Working the late shift on the desk at the Rocky Top Motel, Hoover suddenly straightens when a poignant, musky scent assails his sensitive nose. His phenomenal sense of smell is how he got this job. Hancock’s corporation owns this motel, and Damien Hancock owns Hoover. His job is to assess the travelers who pass through the strip by the interstate exit. Most are humans, nonthreatening and oblivious, on their hurried way from here to there. Some are shifters. Some could pose a threat to the Hancocks and their hold on Talbot’s Peak. Any time Hoover sniffs someone iffy, he’s to contact the Alpha immediately.

One whiff of the man approaching the desk and Hoover figures he’s earned his pay for the week, and then some.

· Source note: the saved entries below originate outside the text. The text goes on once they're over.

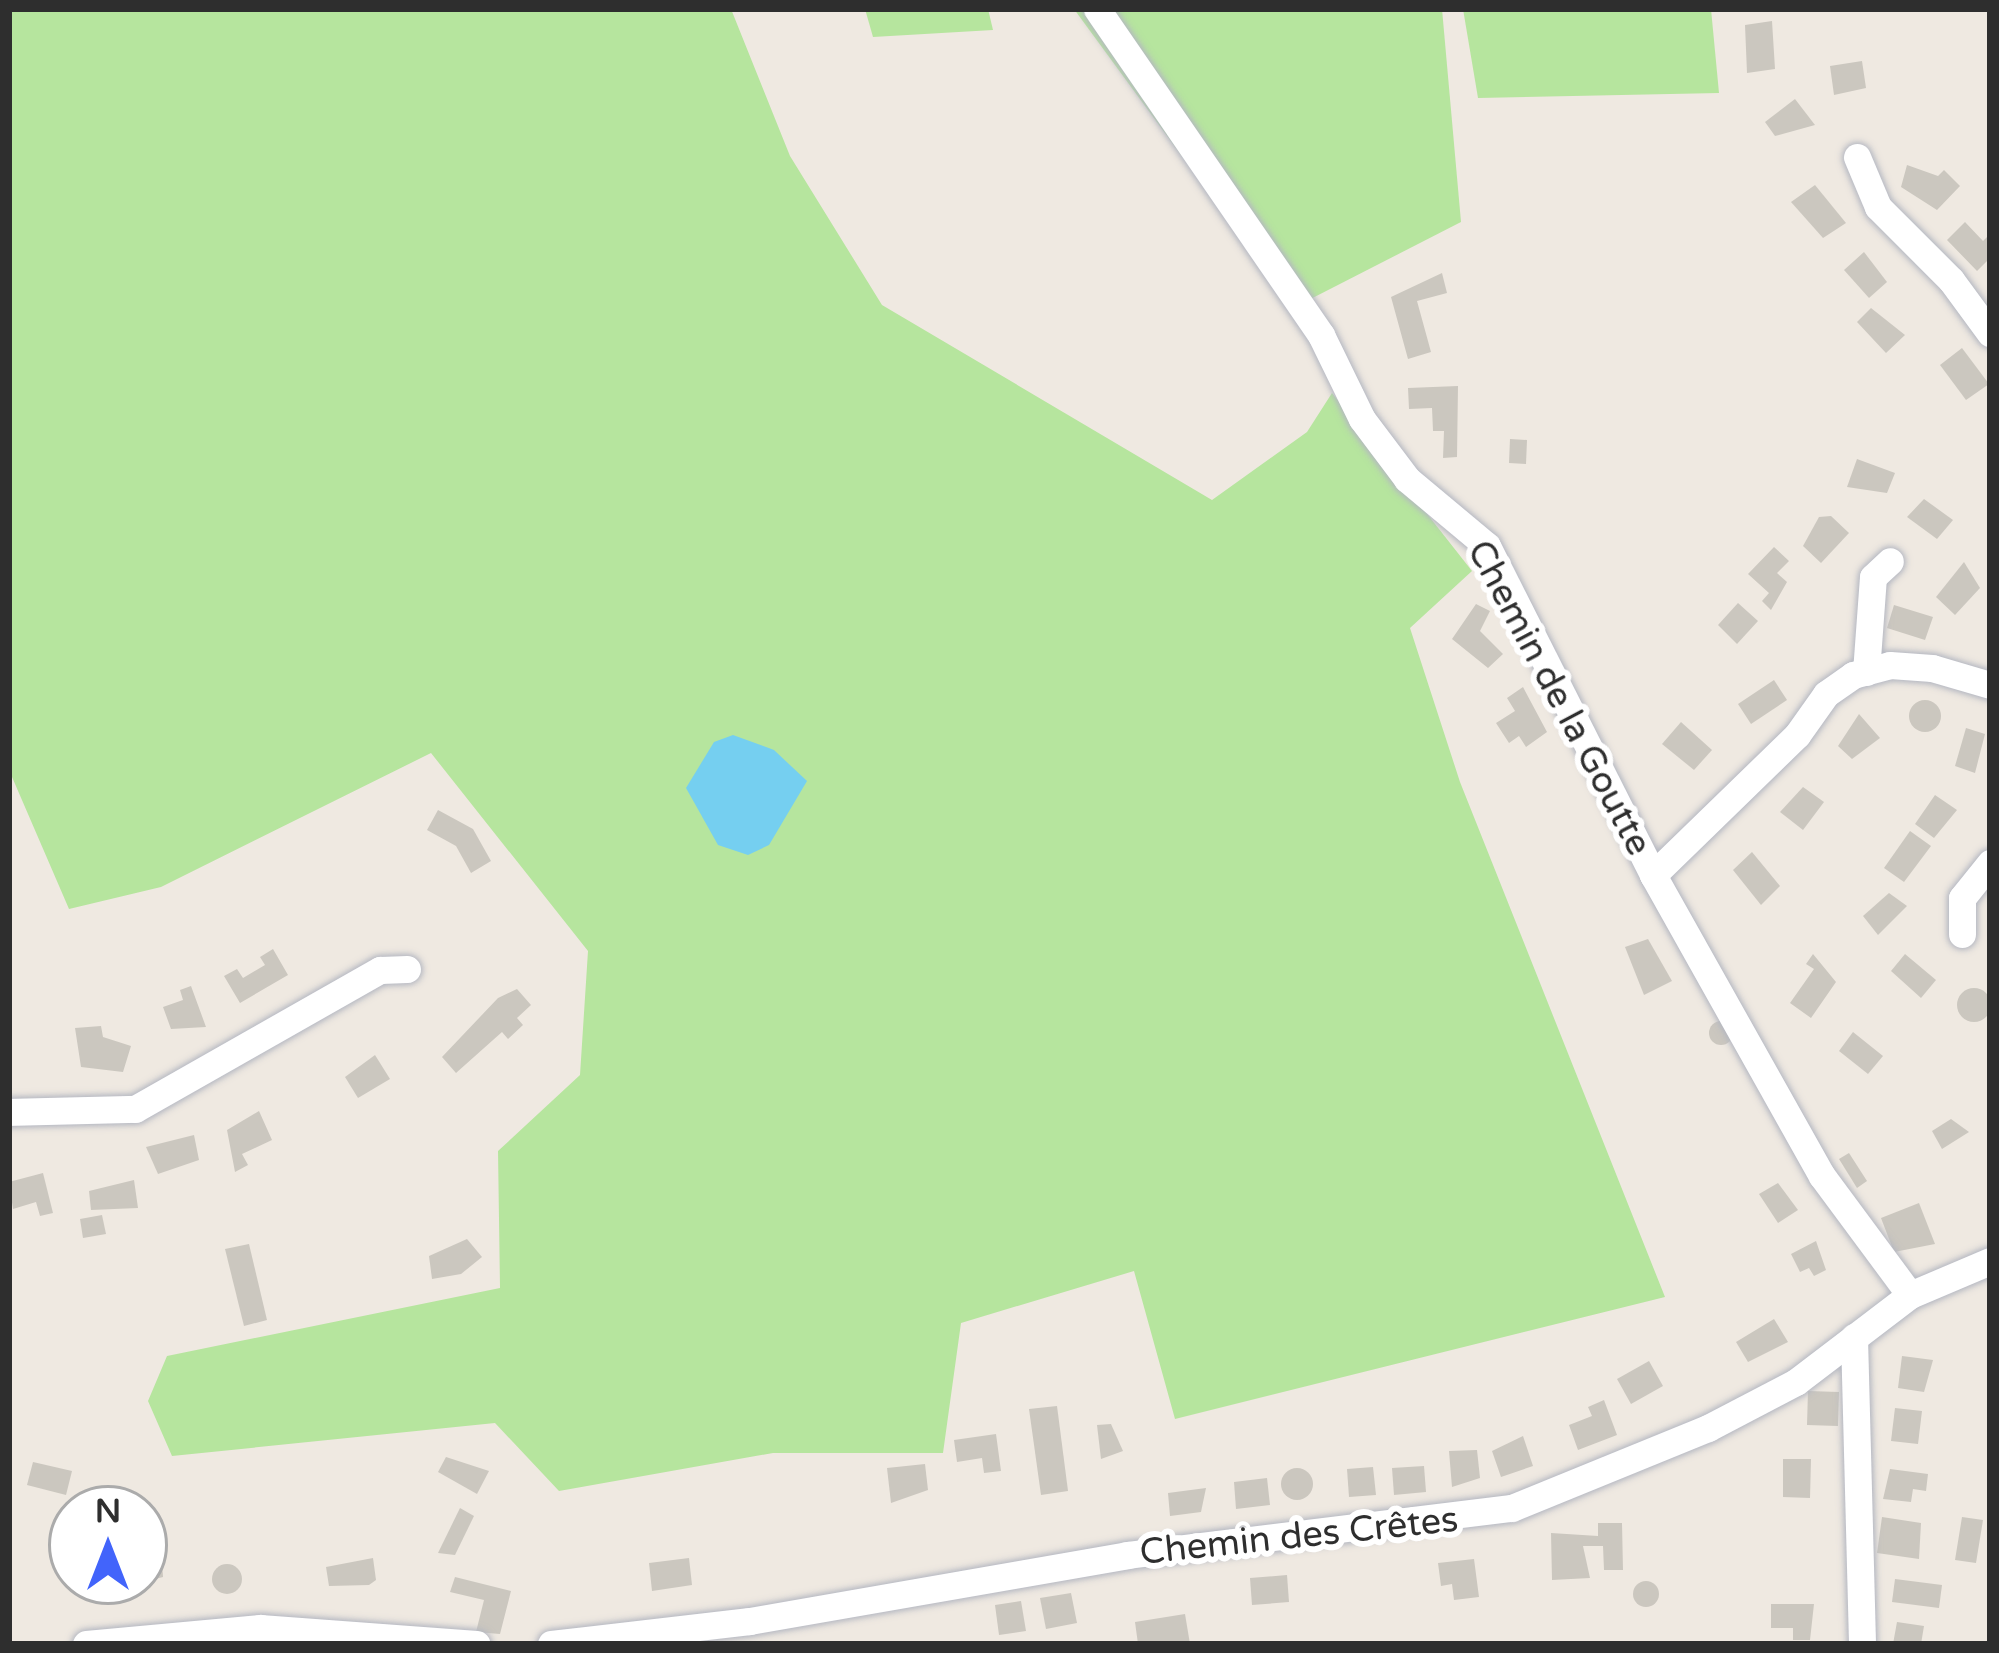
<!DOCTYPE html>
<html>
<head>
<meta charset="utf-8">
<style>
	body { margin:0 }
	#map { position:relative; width:1999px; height:1653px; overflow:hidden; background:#efe9e1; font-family:"Varela Round",sans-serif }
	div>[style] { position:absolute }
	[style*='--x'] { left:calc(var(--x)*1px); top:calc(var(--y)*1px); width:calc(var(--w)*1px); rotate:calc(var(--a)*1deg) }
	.green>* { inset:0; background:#b6e59e }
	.water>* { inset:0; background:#75cff0 }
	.building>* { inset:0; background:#cbc7bf }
	.round { border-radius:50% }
	.roads { filter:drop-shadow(0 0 3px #b4b7c1) drop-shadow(0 0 3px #b4b7c1) }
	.minor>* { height:27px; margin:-13.5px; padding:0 13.5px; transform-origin:13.5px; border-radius:13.5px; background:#fff }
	span { translate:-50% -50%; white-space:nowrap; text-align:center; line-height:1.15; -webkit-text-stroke:12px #fff; paint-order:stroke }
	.street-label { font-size:36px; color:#2e2e2e }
	.frame { position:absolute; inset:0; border:12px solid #2e2e2e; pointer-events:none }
	.north { position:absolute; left:48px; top:1485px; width:120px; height:120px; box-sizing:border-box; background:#fff; border:3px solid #ababab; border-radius:50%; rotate:0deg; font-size:33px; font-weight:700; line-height:48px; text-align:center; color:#2e2e2e }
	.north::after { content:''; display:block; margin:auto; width:42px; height:54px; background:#4264fb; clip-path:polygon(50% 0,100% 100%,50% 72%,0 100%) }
</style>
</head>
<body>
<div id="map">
	<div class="green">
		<div style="clip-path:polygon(9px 9px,731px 9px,790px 156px,882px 305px,1212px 500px,1307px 432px,1332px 393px,1472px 571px,1410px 628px,1460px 782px,1665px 1297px,1175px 1419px,1134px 1271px,961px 1323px,943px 1453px,773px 1453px,559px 1491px,495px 1423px,172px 1456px,148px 1401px,167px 1356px,500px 1288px,498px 1151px,580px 1075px,588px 951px,431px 753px,161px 887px,69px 909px,9px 770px)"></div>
		<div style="clip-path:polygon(865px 9px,988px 9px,993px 30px,873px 37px)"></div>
		<div style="clip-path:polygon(1074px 9px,1442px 9px,1461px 222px,1293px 308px)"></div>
		<div style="clip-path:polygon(1463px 9px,1711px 9px,1719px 93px,1478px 98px)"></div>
	</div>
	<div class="water">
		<div style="clip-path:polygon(733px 735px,774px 750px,807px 781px,769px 845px,748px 855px,718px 845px,686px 788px,714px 742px)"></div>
	</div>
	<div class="building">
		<div style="clip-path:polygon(1772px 21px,1775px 69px,1747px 73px,1745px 25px)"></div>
		<div style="clip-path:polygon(1862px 61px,1866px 88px,1834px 95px,1830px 66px)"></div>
		<div style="clip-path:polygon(1795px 99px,1815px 125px,1775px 136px,1765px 122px)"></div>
		<div style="clip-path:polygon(1907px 165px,1938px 176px,1944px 170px,1960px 186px,1937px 210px,1901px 187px)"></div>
		<div style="clip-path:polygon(1815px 185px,1846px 223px,1823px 238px,1791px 202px)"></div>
		<div style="clip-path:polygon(1965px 222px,1983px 241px,1990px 234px,1990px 258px,1977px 271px,1947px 240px)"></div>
		<div style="clip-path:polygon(1864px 252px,1887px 282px,1869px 298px,1844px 270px)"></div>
		<div style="clip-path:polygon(1442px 273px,1447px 293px,1417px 301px,1431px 352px,1408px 359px,1391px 297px)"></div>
		<div style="clip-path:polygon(1871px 308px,1905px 335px,1886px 353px,1857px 322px)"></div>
		<div style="clip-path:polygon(1962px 348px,1989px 384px,1966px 400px,1940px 365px)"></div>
		<div style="clip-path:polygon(1458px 386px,1457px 457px,1443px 458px,1444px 431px,1433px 431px,1432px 408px,1409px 409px,1408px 388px)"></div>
		<div style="clip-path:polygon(1510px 439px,1527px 440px,1526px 464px,1509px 463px)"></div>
		<div style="clip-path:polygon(1857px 459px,1895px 473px,1887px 493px,1847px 487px)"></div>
		<div style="clip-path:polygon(1924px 499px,1953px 520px,1937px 539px,1907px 517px)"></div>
		<div style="clip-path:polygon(1831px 516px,1849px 533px,1821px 563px,1803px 546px,1819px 517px)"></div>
		<div style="clip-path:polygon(1774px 547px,1789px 561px,1777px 573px,1787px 582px,1771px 610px,1762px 601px,1769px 593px,1748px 574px)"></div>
		<div style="clip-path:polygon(1964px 562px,1980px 588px,1955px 615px,1936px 597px)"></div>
		<div style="clip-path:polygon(1738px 603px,1758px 621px,1737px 644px,1718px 625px)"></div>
		<div style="clip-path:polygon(1476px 604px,1490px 611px,1480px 631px,1503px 654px,1488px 668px,1452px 639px)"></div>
		<div style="clip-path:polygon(1894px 605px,1933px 617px,1925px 640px,1887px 628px)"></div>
		<div style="clip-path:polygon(1774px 680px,1787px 700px,1751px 724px,1738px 704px)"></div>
		<div style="clip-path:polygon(1523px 687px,1547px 732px,1526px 747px,1519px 736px,1509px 743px,1496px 723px,1515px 711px,1507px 698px)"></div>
		<div class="round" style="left:1909px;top:700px;width:32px;height:32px"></div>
		<div style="clip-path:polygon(1859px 714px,1880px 738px,1852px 759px,1838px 746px)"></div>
		<div style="clip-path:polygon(1681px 722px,1712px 750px,1694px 770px,1662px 744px)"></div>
		<div style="clip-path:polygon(1966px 728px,1985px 734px,1975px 773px,1955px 766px)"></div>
		<div style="clip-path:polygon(1803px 787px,1824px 802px,1803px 830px,1780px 812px)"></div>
		<div style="clip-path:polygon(1935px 795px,1957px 810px,1934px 838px,1915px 824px)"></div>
		<div style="clip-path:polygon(438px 810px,473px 829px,491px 861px,471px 873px,456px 846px,427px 830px)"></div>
		<div style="clip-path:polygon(1910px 831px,1931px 846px,1904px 882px,1884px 868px)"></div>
		<div style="clip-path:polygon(1752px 852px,1780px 886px,1761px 905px,1733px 870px)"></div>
		<div style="clip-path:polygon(1889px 893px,1907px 906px,1878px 935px,1863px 916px)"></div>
		<div style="clip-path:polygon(1648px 939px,1672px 981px,1644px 995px,1625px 947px)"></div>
		<div style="clip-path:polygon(273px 949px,288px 975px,240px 1003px,224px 976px,237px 969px,243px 978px,265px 965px,260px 957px)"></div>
		<div style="clip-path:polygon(1813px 954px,1836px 982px,1811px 1018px,1790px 1003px,1814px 969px,1806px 964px)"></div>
		<div style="clip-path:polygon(1905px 954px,1936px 980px,1921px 998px,1891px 971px)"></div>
		<div style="clip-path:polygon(191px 986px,206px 1027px,171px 1029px,163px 1007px,183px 1000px,180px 990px)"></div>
		<div class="round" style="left:1957px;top:988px;width:34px;height:34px"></div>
		<div style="clip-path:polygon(517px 989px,531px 1005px,517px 1018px,523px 1025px,508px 1039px,502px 1032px,456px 1073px,442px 1057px,498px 998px)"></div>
		<div class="round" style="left:1709px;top:1021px;width:24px;height:24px"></div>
		<div style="clip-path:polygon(101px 1026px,103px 1037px,131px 1046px,123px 1072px,81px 1067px,75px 1028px)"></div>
		<div style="clip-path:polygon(1853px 1032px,1883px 1056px,1868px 1074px,1839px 1051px)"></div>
		<div style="clip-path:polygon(375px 1055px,390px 1079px,358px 1098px,345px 1077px)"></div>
		<div style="clip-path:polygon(259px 1111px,272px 1140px,242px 1154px,248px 1165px,235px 1172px,227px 1130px)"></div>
		<div style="clip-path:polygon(1951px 1119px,1969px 1132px,1942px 1149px,1932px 1131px)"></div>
		<div style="clip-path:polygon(194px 1135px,199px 1160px,158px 1174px,146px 1147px)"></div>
		<div style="clip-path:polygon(1849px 1153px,1867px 1181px,1857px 1188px,1839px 1159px)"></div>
		<div style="clip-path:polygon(43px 1173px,53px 1213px,40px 1216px,36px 1202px,13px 1209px,9px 1182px)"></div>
		<div style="clip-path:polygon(134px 1180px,138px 1208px,91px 1210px,89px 1191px)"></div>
		<div style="clip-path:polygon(1778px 1183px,1798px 1210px,1778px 1223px,1759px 1194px)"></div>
		<div style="clip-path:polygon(1919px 1203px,1935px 1244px,1894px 1252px,1881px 1218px)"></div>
		<div style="clip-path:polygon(102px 1215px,106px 1234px,83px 1238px,80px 1219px)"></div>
		<div style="clip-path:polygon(467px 1239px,482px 1257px,461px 1274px,432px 1279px,429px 1256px)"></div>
		<div style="clip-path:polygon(1816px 1241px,1826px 1270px,1814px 1276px,1809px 1268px,1800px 1272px,1791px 1254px)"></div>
		<div style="clip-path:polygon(249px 1244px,267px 1320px,244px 1326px,225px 1249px)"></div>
		<div style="clip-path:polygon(1774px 1319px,1788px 1342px,1748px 1362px,1736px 1342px)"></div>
		<div style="clip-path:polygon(1902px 1356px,1933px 1360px,1924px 1392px,1898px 1388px)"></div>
		<div style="clip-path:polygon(1649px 1361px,1663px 1386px,1631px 1404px,1617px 1379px)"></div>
		<div style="clip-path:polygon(1808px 1391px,1839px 1392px,1838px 1426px,1807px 1425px)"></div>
		<div style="clip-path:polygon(1604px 1400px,1617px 1435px,1578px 1450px,1569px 1425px,1592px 1416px,1588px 1407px)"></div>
		<div style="clip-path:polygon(1057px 1406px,1068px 1491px,1041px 1495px,1029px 1409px)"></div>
		<div style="clip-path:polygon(1895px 1408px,1922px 1411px,1918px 1444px,1891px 1441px)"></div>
		<div style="clip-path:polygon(1111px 1424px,1123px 1451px,1101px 1459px,1097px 1425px)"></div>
		<div style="clip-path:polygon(996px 1434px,1001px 1471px,984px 1473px,982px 1458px,957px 1462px,954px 1440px)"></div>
		<div style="clip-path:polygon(1523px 1436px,1533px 1466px,1501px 1477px,1492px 1451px)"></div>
		<div style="clip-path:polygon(1477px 1450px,1480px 1478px,1452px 1487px,1449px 1451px)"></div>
		<div style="clip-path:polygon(446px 1457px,489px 1471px,477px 1494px,438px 1472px)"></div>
		<div style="clip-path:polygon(1783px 1459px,1811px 1459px,1810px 1498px,1783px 1497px)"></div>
		<div style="clip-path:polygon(33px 1462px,72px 1471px,66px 1495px,27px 1485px)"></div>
		<div style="clip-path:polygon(925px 1464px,928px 1490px,891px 1503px,887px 1468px)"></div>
		<div style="clip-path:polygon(1424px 1466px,1426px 1492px,1394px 1495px,1392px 1468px)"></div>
		<div style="clip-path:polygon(1373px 1467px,1376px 1495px,1349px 1497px,1347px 1469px)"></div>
		<div class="round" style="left:1281px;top:1468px;width:32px;height:32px"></div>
		<div style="clip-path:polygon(1890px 1469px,1928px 1474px,1926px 1491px,1913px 1489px,1911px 1502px,1883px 1499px)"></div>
		<div style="clip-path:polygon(1267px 1478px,1270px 1505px,1236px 1509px,1234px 1482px)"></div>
		<div style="clip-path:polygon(1206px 1488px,1201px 1512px,1170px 1516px,1168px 1493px)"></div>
		<div style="clip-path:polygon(460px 1508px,474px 1516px,455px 1555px,438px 1553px)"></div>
		<div style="clip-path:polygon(1882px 1517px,1921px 1523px,1919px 1559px,1877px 1553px)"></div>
		<div style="clip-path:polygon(1962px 1517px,1983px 1520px,1976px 1563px,1955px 1560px)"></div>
		<div style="clip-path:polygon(1598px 1523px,1622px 1523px,1623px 1570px,1604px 1570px,1603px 1546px,1583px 1546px,1590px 1578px,1552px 1580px,1551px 1533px,1598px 1536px)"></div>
		<div style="clip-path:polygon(144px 1538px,161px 1548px,163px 1577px,144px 1582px)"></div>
		<div style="clip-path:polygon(373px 1558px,376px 1580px,369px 1585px,329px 1586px,326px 1567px)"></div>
		<div style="clip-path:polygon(689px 1558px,692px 1585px,652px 1591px,649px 1563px)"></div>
		<div style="clip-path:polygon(1474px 1559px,1479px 1597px,1454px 1600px,1452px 1584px,1441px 1586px,1438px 1563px)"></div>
		<div class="round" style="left:212px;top:1564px;width:30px;height:30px"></div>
		<div style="clip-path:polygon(1287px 1575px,1289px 1602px,1252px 1605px,1250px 1578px)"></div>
		<div style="clip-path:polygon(455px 1577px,511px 1591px,500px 1634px,476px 1632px,484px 1600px,450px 1592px)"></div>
		<div style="clip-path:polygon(1895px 1579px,1942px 1585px,1939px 1608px,1892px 1602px)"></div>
		<div class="round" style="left:1633px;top:1581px;width:26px;height:26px"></div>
		<div style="clip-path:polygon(1071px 1593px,1077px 1623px,1046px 1629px,1040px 1598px)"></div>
		<div style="clip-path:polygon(1021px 1601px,1026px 1631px,999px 1635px,995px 1605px)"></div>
		<div style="clip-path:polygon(1771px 1604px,1814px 1604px,1810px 1640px,1793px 1640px,1793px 1628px,1771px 1628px)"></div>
		<div style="clip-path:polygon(1185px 1614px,1190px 1644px,1138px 1644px,1135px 1622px)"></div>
		<div style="clip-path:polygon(1897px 1622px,1924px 1626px,1921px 1644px,1893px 1644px)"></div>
	</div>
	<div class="roads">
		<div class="minor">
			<div style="--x:1097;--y:9;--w:396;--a:55.5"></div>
			<div style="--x:1321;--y:335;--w:93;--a:64"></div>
			<div style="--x:1362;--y:419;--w:75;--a:53.1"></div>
			<div style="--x:1407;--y:479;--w:104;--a:39.9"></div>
			<div style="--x:1487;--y:546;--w:369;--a:63.2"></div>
			<div style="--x:1653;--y:875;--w:345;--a:60.7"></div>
			<div style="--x:1822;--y:1176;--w:148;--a:53.5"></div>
			<div style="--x:1857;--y:157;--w:54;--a:67.2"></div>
			<div style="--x:1878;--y:207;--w:103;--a:45"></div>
			<div style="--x:1951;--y:280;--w:66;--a:53.7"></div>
			<div style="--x:1866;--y:672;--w:95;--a:-85.8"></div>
			<div style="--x:1873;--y:577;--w:23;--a:-43"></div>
			<div style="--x:1653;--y:875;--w:201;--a:-44.2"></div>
			<div style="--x:1797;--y:735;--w:50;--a:-54.7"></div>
			<div style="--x:1826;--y:694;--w:33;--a:-35"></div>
			<div style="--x:1853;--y:675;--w:38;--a:-15"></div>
			<div style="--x:1890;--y:665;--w:42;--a:4.1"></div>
			<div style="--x:1932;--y:668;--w:60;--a:16.3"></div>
			<div style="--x:1962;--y:934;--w:36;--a:-90"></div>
			<div style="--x:1962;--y:898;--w:45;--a:-51.3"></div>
			<div style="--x:9;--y:1112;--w:126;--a:-1.4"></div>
			<div style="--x:135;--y:1109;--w:282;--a:-29.6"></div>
			<div style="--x:380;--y:970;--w:27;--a:-2"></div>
			<div style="--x:1854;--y:1337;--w:307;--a:88.5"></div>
			<div style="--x:86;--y:1644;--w:175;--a:-5.3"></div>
			<div style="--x:260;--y:1628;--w:217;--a:4.2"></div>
			<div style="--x:551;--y:1644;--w:200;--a:-6.6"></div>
			<div style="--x:750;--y:1621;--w:383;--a:-9.9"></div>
			<div style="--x:1127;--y:1555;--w:388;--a:-7"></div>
			<div style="--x:1512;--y:1508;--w:212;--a:-22.2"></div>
			<div style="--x:1708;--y:1428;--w:99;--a:-27.6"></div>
			<div style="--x:1796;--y:1382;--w:143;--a:-37.3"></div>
			<div style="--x:1910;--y:1295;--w:87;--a:-23"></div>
		</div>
	</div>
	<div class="street-label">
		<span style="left:1559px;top:698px;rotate:62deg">Chemin de la Goutte</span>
		<span style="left:1299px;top:1536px;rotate:-6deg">Chemin des Crêtes</span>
	</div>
	<div class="frame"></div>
	<div class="north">N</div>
</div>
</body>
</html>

The man walks with a slow, effortless stride, like he’s stalking prey. Hoover doesn’t even need the walk. He knows a tiger when he smells one. He’s got smooth skin, paler than most Indian tigers, and straight black hair that falls to his shoulders. He smiles at Hoover. His eyes chill the wolf to his bones. The tiger’s eyes are blue. Hoover knows only one other blue-eyed tiger: Sergei, Zhere Ghan’s freak albino pet.

He swallows hard and offers up a wide, friendly smile. “Welcome to Talbot’s Peak, sir. Would you like a room?”

“That’s usually why one comes to a motel,” the tiger says dryly. His voice holds the hint of an accent, and it isn’t Indian. “I’ll need lodging for a week at least, possibly longer. Have you any available?”

“This time of year? Not a problem. You’ve got your pick of the second floor. How about one near the ice machine?”

“That will do nicely,” the tiger agrees. He nods toward the motel entrance, and the garishly-lit street beyond. “That road out there. Where does it lead?”

“Up into the mountains.” No point in holding back. He has a sinking feeling the tiger already knows and is toying with him. “There’s a town up there about the size of a pinhead. Nothing of interest, really.”

“Talbot’s Peak, yes?”

Scat. “Yeah, that’s it. They’re kind of insular up there, though. Survivalists. Home-grown Montana militia. You don’t want to go up there.”

“Perhaps not.” The man signs in and produces a credit card. Hoover makes close note of his name. Mikhail Dvorak. That answers some questions and raises a ton of others. Mr. Dvorak gives him a cold, thin smile and climbs the stairs. He’s brought no luggage with him.

The second he hears the upstairs door clap shut, Hoover dives for the phone and speed-dials the Hancock stronghold.